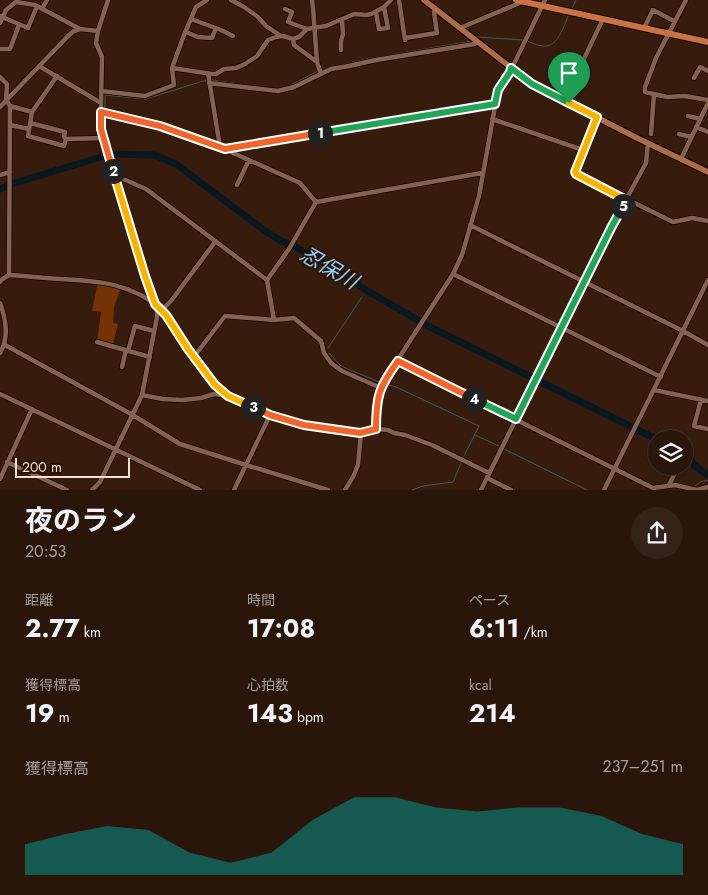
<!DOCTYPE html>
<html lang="ja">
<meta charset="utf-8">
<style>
body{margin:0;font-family:Jost,"Noto Sans JP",sans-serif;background:#352218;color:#f1f3f6;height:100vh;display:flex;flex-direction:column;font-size:19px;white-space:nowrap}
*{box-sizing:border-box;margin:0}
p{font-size:16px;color:#a59f9c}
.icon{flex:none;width:28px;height:28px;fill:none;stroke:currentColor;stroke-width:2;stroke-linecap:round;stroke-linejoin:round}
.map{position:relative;height:490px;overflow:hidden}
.sheet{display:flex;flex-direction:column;background:#29150a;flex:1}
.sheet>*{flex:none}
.buttons{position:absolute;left:648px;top:430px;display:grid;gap:10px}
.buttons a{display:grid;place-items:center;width:45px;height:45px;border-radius:50%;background:#29150a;box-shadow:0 1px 4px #0004,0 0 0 1px #45342b;font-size:25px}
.scale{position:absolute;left:15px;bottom:12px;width:115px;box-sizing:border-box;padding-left:5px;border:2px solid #f3e0d7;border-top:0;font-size:14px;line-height:18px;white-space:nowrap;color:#f3e0d7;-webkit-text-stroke:4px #2c1305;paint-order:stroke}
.pin{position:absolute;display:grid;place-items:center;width:42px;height:42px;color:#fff;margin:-51px -21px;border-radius:50% 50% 50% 0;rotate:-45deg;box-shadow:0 0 5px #0007}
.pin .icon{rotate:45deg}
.km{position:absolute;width:25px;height:25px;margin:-12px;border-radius:50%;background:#222;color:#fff;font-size:14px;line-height:25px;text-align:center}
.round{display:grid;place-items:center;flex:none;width:52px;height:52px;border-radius:26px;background:#352218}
.head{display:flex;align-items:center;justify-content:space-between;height:85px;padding:0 25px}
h1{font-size:28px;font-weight:700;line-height:38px}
.figures{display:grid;grid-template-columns:repeat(3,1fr);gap:8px;height:85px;padding:5px 25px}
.figures div{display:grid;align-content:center}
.figures b{font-size:25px;font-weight:700}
.figures small{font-size:14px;font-weight:400}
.figures p{font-size:14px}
.chart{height:140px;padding:10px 25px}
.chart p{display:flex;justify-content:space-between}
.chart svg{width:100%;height:90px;margin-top:5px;fill:#0f766e;opacity:.7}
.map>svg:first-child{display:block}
.green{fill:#743205}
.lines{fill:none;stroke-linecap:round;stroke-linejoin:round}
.stream{stroke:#4f5356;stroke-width:1}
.river{stroke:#09171f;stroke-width:7}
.minor-casing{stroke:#1d0500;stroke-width:6}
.major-casing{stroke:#1d0500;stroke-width:8}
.highway-casing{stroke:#1d0500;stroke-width:8}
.minor{stroke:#826252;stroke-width:4.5}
.major{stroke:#ad6c4a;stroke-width:5.5}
.highway{stroke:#c97345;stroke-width:6}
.split-1-casing{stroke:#fff;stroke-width:10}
.split-2-casing{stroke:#fff;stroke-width:10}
.split-3-casing{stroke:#fff;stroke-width:10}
.split-4-casing{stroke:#fff;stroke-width:10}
.split-5-casing{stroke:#fff;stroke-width:10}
.split-6-casing{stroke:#fff;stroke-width:10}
.split-1{stroke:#22a559;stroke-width:6}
.split-2{stroke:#f0652b;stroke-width:6}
.split-3{stroke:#f5b400;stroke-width:6}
.split-4{stroke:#f0652b;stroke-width:6}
.split-5{stroke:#22a559;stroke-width:6}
.split-6{stroke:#f5b400;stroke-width:6}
.labels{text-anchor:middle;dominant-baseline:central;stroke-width:4;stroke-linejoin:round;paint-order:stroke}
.water-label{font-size:21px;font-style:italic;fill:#8bd2fe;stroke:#2c1305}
</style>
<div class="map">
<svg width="708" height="490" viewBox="0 0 708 490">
<rect width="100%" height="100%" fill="#371c0e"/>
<path class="green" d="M98,281L121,287L114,307L113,323L118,324L112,347L97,342L101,312L92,311Z"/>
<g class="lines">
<path class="stream" d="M572,8L576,0
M476,39L477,37L524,40
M527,41C532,43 538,46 543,46C558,48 564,25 569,14
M341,65L367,59L472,41
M322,70L330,67
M291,85L318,71
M111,154L105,131V95L146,99L203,81L213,80L245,85
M365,292L366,290
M328,348L362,297
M329,353L341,366L379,382
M386,384L396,387L479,426L464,456
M475,435L501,447
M504,449L587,490
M693,488L700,482L708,480
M412,490L423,486L453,482L461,463"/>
<path class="river" d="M0,189L15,183L111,154L154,155L176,164L264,230L281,241L294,246L317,259L342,273L366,290L428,326L656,439
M684,452L695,466L708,475"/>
<g class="minor-casing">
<path id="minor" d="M231,0L244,7L258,17L266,26L281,36
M312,0L313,8L317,62L321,74
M399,0L405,40
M686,0L656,58L645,87V92L667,97L685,96L708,100
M16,2L35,5L80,29L98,31
M42,9L47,0
M285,9L292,12L288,22L307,29
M376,13L379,29L388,28L384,7
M0,16L28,28L37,6
M191,19L221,30L233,36
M0,23L6,10L17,1
M460,28L522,2
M644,28L653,10L674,21
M186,32L198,37L212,38L216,28
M405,38L437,33L434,12L435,9
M293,39L294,45L317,62
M0,49H10L19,25
M341,50V41L343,34L342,19
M39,66L101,103
M172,68L212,74H216L224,69L236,68L245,64L257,56L268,40L276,37L283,36L293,39L299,37L307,29L326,26L354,14L366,15L371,14L384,7L391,0
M208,73L220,147
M0,77L7,84L6,100L10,106L9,275
M694,78L700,67L708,71
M209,83L278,91L294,87L331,69L349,66L376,60L475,44L477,42
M101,91L145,96L174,85L172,68L184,35L196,7L207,0
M569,103L581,65L603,19
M10,106L32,112L28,136L64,146L66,139L103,138
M0,107L68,36L74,31L80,29
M32,112L57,76
M101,112L161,126L220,147L300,183L316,202
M688,116L700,119
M492,119L583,150L575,170L576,174L673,222L692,218L708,221
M30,123L65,132L64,137L66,139
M10,125L29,129
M696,127L708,132
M651,134L654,94
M679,134L691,137
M225,149L495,104
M583,150L597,117
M681,159L708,103
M0,175L10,172
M115,177L121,178L146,189L267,280L274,320
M237,185L249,160
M470,225L683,331L708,345
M453,274L661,377
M267,280L289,249L316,202L482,173
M0,282L1,280L9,275C26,276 43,278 60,279C99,281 132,283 162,310L210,380L228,396
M0,303C6,319 9,338 0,353
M162,310L171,301L215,242
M97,342L150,357
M5,345L131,414L180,444L246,465L328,490
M128,351L135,326L154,331
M193,356L196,354L225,316L274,320L294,318L321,341L324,353L331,363L342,371L381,388
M398,361L653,488L675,485L697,490
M122,367L126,350
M654,390L708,401
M0,394L200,490
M142,395L163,399L182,400L201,398L214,394L228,396L270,415L303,425L361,433L376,429L388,430L394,433L405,435L432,445L489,473
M701,400L694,426L708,429
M376,429C376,412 377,397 384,381L453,274L462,255L479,196L498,90L510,72L545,0
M7,462L67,490
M487,478L511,490
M0,479L32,409
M669,485L676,471
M92,490L100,482L142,395L157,317V311L155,304L145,276L101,129V103L102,57L96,43L98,31L108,0
M234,490L270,415
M345,490L353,477L358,465L361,433
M481,490L611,227L646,163L648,143
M604,490L708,280
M697,490L708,487"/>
</g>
<g class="major-casing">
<path id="major" d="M424,0L532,84L637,138L708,172"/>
</g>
<g class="highway-casing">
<path id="highway" d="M516,0L708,42"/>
</g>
<use href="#minor" class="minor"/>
<use href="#major" class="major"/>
<use href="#highway" class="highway"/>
</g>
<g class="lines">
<g class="split-1-casing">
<path id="split-1" d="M320,133L495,104L498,90L510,72L511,68L532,84L569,103"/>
</g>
<g class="split-2-casing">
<path id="split-2" d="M113,171L101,129V112L160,126L225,149L320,133"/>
</g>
<g class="split-3-casing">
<path id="split-3" d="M113,171L145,276L155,304L166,315L188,349L215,385L228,396L253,407"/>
</g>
<g class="split-4-casing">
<path id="split-4" d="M253,407L270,415L304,425L360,433L376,429C376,396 379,387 398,361L474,399"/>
</g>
<g class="split-5-casing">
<path id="split-5" d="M474,399L516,419L611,228L623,206"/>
</g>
<g class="split-6-casing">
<path id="split-6" d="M569,103L597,117L575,172L576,174L626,200L623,206"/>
</g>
<use href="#split-1" class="split-1"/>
<use href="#split-2" class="split-2"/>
<use href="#split-3" class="split-3"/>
<use href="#split-4" class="split-4"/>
<use href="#split-5" class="split-5"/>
<use href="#split-6" class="split-6"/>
</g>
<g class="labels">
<g class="water-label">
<text transform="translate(329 268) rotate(30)">忍保川</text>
</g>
</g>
</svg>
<div class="buttons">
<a><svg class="icon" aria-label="layers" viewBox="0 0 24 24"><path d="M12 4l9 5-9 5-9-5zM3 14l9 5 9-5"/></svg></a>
</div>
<div class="scale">200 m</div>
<div class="pin" style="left:569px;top:103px;background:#1e9e55"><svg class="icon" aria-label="arrive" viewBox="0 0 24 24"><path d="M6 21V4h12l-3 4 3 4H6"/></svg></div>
<b class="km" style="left:320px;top:133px">1</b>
<b class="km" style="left:113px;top:171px">2</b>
<b class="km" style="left:253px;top:407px">3</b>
<b class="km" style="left:474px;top:399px">4</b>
<b class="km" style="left:623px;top:206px">5</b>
</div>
<section class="sheet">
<div class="head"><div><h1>夜のラン</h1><p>20:53</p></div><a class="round"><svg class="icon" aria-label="share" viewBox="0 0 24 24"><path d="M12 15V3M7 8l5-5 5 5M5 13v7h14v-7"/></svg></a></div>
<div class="figures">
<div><p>距離</p><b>2.77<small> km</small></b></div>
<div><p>時間</p><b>17:08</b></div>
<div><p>ペース</p><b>6:11<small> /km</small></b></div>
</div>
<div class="figures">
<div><p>獲得標高</p><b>19<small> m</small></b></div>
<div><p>心拍数</p><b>143<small> bpm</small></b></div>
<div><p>kcal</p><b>214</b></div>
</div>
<div class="chart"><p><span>獲得標高</span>237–251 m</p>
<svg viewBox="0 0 160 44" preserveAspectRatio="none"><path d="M0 44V29L10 24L20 20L30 22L40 33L50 38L60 33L70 17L80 6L90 6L100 11L110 13L120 11L130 11L140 15L150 24L160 29V44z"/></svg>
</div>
</section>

----------

WHAT IS NEEDED:
To answer, count the lines of the material that contain "linecap" and give only that number.

REPLY:
2